Sedangkan kuasa hukum terdakwa, Saipudin Zahri mengatakan pihaknya mengalami kesulitan akses ke gedung KPK di Jakarta meski hanya untuk meminta tanda tangan penunjukan kuasa mendampingi Juarsah selama persidangan.

“Tadi majelis hakim telah memfasilitasi agar dapat berkoordinasi langsung dengan pihak jaksa KPK, namun jawabannya agar surat kuasa itu dapat dititipkan saja, jelas kami tidak mau,” ungkap mantan hakim Adhoc Tipikor ini.

Menurutnya, secara hukum itu tidak boleh dilakukan, karena surat kuasa itu adalah dokumen, hitam di atas putih yang harus ditanda tangani langsung oleh yang bersangkutan dalam hal ini Juarsah diketahui langsung oleh kuasa hukum yang telah ditunjuk.

Baca juga: KPK limpahkan berkas perkara M Syahrial ke Pengadilan Tipikor Medan

"Kami menunggu keputusan jaksa KPK agar kami diperbolehkan menyampaikan secara langsung surat kuasa untuk ditandatangani sekaligus mendampingi tersangka Juarsah dalam proses peralihan status penahanan tersangka dari Jakarta di Rutan Palembang,” ujarnya.

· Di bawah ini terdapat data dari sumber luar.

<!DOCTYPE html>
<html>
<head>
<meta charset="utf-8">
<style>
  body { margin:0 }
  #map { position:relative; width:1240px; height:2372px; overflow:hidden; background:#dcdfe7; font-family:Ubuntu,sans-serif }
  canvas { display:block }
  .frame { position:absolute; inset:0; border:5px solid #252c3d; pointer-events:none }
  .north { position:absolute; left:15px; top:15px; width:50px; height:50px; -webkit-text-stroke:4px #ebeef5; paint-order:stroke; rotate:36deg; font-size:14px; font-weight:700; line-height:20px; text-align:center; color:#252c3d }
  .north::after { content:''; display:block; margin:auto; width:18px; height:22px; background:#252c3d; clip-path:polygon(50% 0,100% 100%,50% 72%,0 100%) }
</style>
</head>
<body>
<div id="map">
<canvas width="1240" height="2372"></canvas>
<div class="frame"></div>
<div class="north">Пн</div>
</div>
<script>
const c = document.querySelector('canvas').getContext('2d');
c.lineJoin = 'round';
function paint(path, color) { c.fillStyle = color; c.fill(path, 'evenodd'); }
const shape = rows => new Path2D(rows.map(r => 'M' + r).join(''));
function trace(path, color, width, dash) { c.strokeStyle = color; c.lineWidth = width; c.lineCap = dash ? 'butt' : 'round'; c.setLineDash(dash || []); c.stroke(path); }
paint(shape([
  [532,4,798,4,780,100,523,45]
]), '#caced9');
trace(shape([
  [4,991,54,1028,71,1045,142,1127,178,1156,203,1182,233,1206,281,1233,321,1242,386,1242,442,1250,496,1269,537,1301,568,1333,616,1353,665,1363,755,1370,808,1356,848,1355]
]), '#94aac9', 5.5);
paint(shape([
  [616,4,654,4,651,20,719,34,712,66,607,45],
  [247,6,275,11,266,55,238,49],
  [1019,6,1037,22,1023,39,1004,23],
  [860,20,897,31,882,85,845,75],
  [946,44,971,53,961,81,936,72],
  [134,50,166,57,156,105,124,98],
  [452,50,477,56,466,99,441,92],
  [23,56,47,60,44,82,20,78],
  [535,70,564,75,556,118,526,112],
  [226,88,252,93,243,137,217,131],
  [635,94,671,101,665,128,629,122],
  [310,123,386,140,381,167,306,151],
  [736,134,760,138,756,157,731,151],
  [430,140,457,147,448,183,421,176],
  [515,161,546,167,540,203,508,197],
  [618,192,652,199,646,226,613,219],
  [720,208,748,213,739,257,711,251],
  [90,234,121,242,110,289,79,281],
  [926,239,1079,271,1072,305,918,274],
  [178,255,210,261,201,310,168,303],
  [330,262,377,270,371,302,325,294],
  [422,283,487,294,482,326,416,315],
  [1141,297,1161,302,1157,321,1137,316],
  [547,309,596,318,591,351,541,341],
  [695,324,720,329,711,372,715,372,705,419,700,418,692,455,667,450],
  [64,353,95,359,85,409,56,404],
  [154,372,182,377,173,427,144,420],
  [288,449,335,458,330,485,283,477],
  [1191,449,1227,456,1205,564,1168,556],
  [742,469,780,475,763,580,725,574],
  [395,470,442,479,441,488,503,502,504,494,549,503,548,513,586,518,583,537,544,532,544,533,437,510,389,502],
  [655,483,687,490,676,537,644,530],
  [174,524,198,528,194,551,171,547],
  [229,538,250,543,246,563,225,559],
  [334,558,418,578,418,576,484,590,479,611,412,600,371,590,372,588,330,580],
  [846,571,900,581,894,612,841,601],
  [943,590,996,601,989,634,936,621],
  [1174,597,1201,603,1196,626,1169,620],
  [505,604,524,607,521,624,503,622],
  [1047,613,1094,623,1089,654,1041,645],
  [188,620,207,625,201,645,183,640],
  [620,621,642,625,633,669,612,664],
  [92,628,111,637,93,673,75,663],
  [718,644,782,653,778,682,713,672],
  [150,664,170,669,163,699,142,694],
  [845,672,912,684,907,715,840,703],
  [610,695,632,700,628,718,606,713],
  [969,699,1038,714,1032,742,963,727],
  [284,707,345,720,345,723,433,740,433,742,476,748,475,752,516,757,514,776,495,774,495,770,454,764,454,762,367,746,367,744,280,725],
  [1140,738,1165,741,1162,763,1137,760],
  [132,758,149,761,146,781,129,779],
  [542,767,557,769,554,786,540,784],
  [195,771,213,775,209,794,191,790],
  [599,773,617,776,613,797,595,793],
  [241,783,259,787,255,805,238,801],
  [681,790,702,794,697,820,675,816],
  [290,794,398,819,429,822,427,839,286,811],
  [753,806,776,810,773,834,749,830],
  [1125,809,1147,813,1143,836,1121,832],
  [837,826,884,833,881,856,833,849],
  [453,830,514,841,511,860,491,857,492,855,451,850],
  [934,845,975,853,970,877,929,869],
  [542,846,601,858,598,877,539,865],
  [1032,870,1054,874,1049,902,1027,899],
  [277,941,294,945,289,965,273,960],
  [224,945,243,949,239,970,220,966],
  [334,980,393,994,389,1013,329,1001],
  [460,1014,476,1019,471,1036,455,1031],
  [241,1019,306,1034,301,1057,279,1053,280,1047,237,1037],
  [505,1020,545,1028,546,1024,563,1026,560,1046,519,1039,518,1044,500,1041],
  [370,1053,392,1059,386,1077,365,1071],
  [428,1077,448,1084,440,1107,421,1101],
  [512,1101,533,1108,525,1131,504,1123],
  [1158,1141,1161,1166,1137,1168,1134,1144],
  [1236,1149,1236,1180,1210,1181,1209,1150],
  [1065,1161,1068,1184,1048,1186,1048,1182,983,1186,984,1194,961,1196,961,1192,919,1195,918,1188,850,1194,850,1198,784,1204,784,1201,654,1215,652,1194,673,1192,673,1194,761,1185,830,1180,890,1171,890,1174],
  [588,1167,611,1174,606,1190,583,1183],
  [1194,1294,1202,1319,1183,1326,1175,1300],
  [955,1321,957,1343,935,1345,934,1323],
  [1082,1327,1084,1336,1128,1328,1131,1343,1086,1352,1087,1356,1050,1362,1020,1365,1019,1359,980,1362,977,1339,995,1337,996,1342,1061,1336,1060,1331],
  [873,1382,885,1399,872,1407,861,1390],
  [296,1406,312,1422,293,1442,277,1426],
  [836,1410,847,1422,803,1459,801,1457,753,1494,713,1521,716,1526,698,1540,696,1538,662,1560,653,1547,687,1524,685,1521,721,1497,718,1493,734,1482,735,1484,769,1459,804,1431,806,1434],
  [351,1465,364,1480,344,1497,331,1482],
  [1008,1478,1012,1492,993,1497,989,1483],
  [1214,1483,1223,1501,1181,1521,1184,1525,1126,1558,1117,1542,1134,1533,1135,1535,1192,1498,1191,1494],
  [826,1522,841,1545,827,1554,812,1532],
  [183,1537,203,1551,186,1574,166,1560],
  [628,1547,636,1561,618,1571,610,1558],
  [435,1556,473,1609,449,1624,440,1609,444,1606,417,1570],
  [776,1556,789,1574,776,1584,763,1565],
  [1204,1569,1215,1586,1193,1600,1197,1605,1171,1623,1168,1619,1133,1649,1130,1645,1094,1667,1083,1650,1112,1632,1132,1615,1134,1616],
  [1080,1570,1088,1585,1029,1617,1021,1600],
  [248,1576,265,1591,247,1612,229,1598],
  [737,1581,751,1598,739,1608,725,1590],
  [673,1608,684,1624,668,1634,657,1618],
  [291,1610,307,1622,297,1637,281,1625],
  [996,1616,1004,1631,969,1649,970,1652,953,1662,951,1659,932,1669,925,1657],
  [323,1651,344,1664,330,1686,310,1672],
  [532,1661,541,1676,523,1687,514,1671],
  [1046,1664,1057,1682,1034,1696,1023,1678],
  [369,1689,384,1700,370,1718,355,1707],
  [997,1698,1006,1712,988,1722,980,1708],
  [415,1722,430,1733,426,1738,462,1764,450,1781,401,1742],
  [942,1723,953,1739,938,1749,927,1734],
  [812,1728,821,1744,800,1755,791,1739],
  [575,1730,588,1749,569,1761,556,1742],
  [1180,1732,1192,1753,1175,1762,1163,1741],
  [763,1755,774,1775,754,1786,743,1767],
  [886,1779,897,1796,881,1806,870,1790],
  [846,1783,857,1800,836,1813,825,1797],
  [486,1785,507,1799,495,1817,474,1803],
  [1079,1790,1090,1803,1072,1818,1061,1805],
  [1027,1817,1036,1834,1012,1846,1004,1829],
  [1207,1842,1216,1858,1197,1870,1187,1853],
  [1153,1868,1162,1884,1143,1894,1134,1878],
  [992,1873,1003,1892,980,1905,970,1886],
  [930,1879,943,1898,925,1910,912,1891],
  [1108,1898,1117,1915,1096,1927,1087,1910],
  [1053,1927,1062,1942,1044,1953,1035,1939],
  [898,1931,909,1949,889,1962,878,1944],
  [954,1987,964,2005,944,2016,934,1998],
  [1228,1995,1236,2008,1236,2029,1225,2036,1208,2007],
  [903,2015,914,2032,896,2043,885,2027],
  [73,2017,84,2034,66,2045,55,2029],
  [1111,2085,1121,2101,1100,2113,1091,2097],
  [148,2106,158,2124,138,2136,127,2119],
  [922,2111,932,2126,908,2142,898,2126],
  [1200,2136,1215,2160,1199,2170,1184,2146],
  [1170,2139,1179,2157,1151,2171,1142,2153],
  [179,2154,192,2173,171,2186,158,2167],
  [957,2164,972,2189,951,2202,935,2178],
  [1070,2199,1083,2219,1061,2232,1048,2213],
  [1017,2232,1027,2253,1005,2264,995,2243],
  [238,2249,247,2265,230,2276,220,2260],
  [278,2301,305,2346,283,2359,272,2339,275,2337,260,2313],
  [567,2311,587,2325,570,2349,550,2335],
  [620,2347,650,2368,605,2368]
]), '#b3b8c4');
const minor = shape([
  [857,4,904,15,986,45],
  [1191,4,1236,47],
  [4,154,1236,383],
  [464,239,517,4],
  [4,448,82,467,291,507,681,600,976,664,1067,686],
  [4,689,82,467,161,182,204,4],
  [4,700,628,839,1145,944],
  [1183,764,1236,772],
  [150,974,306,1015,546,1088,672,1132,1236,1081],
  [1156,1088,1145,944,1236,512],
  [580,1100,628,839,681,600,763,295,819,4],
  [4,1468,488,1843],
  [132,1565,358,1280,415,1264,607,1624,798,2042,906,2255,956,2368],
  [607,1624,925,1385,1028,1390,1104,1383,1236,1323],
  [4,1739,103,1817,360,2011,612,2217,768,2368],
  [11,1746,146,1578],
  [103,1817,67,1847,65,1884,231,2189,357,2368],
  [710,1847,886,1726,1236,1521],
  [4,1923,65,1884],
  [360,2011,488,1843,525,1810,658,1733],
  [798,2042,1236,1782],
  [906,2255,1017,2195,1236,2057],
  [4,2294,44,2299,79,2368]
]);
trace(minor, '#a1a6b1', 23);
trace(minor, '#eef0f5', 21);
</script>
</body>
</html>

Juarsah yang sebelumnya sebagai Wakil Bupati Muara Enim dan dilantik menjadi bupati setelah Ahmad Yani divonis bersalah, ditetapkan sebagai tersangka oleh KPK atau lembaga anti-rasuah itu setelah dilakukan pengembangan Operasi Tangkap Tangan pada September 2018 dengan lima orang tersangka lainnya yakni Ahmad Yani selaku Bupati Muara Enim periode 2018-2019.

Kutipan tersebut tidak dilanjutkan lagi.